“I like to dig into how two materials connect and what that moment has to be. Everything that I enjoy in architecture involves efficiently and beautifully doing as we’re asked while making it constructible.”
Meet the Team | Sean
Project Architect R. Sean Darnell’s affinity for materiality plays a key role in his approach to architectural practice. As he puts it, “math and craft got me to architecture school.” After beginning his studies in engineering for material science, he transferred to art school to earn his Bachelor of Fine Arts and started a craft furniture business, before ultimately pursuing a Master of Architecture degree. At KMB architects, this means that Sean easily plugs into any team and provides his technical perspective for the benefit of all the firm’s project types.
As a self-described “tumbleweed who goes where the wind blows,” Sean has practiced architecture in Montana; Portland, Oregon; Denver, Colorado; and Seattle. This has exposed him to a variety of building typologies from healthcare, commercial, and mixed-use to multi-family, civic, and institutional, and further solidified Sean’s belief that architecture should be grounded in the context of place.

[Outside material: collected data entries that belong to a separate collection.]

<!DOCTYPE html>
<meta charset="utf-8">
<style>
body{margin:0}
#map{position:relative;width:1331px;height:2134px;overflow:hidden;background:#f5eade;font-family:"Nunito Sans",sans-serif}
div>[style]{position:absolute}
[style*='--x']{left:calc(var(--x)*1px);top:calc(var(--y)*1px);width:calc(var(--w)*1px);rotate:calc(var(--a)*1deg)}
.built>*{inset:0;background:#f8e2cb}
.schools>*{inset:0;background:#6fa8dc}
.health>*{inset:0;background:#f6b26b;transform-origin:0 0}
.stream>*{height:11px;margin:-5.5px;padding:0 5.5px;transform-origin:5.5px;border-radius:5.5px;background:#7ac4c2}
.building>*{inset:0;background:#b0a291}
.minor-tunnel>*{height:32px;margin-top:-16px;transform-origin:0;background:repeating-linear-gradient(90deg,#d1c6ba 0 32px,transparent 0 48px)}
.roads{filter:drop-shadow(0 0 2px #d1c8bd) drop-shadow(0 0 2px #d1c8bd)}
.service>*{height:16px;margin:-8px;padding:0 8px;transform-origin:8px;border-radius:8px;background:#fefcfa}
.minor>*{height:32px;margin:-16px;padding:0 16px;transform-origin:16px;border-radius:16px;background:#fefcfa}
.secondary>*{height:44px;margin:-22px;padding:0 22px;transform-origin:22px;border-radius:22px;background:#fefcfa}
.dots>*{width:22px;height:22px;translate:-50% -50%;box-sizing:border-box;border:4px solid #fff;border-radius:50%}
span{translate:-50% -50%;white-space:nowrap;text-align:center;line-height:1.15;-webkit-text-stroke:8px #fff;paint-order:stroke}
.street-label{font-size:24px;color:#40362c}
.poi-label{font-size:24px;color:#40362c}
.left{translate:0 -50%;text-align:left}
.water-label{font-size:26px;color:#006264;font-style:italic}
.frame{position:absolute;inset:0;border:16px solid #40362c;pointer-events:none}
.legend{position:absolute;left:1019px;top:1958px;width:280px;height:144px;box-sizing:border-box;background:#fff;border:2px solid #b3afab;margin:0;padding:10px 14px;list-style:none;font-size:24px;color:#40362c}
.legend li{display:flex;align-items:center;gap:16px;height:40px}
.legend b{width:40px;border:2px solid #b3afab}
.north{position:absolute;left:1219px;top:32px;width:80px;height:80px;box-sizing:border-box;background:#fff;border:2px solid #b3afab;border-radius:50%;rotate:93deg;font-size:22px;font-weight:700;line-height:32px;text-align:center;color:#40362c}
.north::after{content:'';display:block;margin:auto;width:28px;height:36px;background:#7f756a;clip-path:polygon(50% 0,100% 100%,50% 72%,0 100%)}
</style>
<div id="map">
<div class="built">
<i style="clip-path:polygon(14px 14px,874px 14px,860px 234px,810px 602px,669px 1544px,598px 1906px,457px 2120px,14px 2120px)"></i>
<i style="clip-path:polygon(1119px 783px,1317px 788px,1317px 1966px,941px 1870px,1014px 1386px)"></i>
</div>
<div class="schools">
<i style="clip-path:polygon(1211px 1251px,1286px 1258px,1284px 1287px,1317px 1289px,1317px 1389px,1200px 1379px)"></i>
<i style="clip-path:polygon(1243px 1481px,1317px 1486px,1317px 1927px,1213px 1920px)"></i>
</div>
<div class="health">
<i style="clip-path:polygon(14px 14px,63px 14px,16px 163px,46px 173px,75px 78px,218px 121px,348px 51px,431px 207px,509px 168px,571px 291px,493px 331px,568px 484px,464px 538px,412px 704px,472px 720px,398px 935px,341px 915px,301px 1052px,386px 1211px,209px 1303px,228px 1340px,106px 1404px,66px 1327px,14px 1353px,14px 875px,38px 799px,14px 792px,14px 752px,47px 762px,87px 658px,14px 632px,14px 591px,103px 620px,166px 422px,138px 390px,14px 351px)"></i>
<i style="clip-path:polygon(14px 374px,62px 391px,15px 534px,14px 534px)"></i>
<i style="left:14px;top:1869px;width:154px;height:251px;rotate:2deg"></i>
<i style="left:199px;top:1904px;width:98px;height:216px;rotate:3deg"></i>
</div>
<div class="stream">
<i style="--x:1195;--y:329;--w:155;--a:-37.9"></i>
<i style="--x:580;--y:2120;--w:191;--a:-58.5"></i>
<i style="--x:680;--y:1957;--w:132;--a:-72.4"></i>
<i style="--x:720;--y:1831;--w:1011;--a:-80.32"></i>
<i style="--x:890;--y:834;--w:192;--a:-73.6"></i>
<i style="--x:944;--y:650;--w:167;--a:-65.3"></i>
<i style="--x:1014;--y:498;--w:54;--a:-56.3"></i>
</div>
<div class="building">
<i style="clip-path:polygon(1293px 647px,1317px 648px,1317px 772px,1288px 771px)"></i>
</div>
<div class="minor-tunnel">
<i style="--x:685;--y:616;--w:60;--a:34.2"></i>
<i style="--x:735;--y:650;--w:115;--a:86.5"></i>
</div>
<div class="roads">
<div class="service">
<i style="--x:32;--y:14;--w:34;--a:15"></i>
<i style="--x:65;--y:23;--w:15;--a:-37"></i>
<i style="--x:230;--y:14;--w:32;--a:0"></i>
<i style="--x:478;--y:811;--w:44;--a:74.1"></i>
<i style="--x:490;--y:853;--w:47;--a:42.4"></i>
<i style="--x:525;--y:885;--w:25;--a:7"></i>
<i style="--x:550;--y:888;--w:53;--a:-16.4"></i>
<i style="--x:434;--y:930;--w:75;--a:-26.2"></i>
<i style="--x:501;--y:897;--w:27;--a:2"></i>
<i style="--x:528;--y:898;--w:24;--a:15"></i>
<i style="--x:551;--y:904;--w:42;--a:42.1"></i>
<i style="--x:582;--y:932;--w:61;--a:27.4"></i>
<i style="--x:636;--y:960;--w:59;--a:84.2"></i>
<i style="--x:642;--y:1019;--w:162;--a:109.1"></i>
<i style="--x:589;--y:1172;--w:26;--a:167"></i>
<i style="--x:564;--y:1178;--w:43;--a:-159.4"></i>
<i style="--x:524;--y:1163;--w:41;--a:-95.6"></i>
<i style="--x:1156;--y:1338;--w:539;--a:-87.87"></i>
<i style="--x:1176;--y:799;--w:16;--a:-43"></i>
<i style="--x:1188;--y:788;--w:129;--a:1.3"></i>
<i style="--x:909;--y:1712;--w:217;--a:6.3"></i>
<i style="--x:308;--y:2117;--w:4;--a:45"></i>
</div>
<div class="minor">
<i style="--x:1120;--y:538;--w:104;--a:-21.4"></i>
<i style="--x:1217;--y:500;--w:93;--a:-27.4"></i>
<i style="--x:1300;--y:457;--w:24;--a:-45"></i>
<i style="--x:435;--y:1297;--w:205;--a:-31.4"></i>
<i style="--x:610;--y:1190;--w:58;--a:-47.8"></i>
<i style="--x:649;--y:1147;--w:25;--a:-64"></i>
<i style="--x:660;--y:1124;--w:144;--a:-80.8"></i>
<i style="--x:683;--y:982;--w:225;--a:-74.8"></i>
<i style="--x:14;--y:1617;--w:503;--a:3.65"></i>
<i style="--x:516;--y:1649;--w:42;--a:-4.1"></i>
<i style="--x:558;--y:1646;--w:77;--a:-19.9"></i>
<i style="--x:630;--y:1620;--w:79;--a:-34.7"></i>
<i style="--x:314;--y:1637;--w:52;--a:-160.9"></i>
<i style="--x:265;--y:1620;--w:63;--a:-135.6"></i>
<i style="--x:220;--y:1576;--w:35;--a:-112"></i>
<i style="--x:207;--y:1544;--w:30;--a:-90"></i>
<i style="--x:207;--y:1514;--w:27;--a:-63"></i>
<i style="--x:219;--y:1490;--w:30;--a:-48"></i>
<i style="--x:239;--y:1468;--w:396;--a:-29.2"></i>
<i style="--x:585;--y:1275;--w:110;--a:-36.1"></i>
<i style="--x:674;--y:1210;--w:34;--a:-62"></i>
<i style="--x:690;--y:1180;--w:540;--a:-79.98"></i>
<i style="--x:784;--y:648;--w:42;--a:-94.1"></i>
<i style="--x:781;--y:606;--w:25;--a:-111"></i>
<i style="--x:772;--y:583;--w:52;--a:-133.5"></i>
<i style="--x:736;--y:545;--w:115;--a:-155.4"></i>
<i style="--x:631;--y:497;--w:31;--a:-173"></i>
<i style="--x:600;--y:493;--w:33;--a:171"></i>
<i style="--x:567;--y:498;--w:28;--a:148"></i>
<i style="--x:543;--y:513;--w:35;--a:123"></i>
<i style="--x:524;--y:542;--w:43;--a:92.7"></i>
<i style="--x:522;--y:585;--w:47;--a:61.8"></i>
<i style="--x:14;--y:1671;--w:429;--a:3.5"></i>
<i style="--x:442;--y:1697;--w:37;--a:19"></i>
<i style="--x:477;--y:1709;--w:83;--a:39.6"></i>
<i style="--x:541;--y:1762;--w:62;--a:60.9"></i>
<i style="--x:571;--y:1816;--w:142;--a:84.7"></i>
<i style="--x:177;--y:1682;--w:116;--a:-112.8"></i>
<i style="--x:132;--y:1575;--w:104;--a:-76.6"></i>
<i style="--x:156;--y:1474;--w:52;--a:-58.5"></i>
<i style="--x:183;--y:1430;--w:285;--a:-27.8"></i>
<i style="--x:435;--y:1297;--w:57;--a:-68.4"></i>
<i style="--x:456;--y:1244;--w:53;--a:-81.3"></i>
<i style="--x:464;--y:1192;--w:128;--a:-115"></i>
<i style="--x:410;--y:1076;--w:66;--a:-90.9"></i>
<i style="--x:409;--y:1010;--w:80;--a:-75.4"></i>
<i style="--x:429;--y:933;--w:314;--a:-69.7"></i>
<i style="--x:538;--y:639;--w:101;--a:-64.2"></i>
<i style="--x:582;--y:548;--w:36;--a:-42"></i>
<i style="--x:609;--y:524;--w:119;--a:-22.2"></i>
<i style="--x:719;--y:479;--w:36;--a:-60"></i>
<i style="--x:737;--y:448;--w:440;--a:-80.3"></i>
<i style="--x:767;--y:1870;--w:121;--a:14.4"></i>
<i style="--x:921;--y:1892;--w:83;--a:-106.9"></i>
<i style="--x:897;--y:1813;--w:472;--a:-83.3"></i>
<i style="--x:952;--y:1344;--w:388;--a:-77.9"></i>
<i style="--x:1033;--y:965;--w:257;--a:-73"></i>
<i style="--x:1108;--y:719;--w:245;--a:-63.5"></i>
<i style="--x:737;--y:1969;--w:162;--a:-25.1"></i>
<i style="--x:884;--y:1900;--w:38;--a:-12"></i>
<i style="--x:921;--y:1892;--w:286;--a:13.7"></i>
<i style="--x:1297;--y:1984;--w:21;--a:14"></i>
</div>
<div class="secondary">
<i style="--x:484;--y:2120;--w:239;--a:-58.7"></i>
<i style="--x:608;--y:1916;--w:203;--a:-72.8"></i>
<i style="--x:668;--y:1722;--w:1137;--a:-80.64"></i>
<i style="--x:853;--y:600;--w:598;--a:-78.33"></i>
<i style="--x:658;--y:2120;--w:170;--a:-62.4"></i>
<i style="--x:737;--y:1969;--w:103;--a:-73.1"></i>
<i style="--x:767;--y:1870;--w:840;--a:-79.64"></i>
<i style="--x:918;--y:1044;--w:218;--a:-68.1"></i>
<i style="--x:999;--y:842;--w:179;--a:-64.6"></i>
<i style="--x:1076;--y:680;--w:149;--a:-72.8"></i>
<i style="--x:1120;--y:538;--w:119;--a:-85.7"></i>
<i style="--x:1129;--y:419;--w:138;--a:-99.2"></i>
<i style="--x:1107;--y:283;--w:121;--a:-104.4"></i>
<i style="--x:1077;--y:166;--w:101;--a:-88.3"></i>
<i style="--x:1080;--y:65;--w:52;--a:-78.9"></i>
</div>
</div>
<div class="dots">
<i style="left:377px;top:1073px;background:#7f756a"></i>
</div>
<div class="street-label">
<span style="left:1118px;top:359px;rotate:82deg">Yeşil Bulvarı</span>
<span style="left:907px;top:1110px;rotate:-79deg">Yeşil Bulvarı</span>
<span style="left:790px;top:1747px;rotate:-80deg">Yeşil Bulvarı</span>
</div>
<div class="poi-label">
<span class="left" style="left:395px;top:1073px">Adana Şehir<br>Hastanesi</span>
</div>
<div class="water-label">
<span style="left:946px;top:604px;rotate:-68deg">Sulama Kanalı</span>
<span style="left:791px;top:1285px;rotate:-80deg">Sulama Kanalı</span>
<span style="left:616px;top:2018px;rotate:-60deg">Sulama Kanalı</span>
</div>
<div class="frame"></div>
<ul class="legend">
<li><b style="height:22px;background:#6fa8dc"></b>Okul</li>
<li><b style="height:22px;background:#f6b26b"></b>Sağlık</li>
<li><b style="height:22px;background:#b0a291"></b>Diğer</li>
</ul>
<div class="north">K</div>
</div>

“One of my favorite projects is an apartment building sited on the edge of the Alphabet District in Portland–a historic neighborhood of mansions from the 1880s to 1950s as well as the beautiful Temple Beth Israel. The design process involved walking the area to capture the flavor of the neighborhood through photographs and sketching front doors and pediments that spoke to me, and then translating that into the design. That’s the wonderful part of architecture—collecting, deconstructing, and translating a place into a thing.”
Sean’s interests outside of architecture center around things that spin—vinyl records, bicycles, pottery wheels, and lathes for woodworking. Sean and his daughter have been building the family vinyl collection over the last seven years, making sure to check for local record stores any time they travel. Often travel is by bicycle, on a single, fixed-gear bike that Sean has built himself, because it allows him to take in the beauty of his surroundings at a leisurely pace.